Next to the residence of good Dr. Mossy towered the narrow, red-brick-front mansion of young Madame Délicieuse, firm friend at once and always of those two antipodes, General Villivicencio and Dr. Mossy. Its dark, covered carriage-way was ever rumbling, and, with nightfall, its drawing-rooms always sent forth a luxurious light from the lace-curtained windows of the second-story balconies.

It was one of the sights of the Rue Royale to see by night its tall, narrow outline reaching high up toward the stars, with all its windows aglow.

The Madame had had some tastes of human experience; had been betrothed at sixteen (to a man she did not love, "being at that time a fool," as she said); one summer day at noon had been a bride, and at sundown—a widow. Accidental discharge of the tipsy bridegroom's own pistol. Pass it by! It left but one lasting effect on her, a special detestation of quarrels and weapons.

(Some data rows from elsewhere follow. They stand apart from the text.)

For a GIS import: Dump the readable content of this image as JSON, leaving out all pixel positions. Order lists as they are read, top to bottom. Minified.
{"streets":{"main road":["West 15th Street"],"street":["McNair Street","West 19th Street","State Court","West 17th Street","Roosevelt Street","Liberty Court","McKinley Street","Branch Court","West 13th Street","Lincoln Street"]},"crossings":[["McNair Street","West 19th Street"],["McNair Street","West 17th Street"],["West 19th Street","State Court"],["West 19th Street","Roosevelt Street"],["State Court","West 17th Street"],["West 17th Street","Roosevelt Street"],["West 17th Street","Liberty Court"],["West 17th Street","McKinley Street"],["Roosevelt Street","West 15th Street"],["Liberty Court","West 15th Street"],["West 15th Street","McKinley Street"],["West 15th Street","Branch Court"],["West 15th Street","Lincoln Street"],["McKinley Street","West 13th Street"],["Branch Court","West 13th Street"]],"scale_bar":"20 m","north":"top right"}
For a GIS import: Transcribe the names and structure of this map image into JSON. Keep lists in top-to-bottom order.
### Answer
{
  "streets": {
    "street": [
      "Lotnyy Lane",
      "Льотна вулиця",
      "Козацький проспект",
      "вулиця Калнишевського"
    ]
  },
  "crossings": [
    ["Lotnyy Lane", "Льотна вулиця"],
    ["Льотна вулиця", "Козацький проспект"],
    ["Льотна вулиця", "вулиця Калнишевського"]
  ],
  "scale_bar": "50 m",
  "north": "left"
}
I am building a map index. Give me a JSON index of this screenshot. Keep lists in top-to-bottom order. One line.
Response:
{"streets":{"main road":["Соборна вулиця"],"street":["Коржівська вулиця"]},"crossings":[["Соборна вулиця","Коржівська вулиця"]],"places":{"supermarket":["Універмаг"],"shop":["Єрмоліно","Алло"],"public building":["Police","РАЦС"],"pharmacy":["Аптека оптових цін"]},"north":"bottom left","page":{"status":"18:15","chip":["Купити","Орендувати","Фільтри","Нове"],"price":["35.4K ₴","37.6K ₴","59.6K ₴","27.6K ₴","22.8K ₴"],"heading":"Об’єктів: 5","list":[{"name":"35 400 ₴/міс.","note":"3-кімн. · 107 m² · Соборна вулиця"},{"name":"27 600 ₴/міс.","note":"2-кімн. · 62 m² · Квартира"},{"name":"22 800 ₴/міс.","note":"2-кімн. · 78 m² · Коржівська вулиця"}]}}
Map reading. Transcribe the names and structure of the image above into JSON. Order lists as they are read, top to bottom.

The little maidens whom poor parentage has doomed to sit upon street door-sills and nurse their infant brothers have a game of "choosing" the beautiful ladies who sweep by along the pavement; but in Rue Royale there was no choosing; every little damsel must own Madame Délicieuse or nobody, and as that richly adorned and regal favorite of old General Villivicencio came along they would lift their big, bold eyes away up to her face and pour forth their admiration in a universal—"Ah-h-h-h!"

But, mark you, she was good Madame Délicieuse as well as fair Madame Délicieuse: her principles, however, not constructed in the austere Anglo-Saxon style, exactly (what need, with the lattice of the Confessional not a stone's throw off?). Her kind offices and beneficent schemes were almost as famous as General Villivicencio's splendid alms; if she could at times do what the infantile Washington said he could not, why, no doubt she and her friends generally looked upon it as a mere question of enterprise.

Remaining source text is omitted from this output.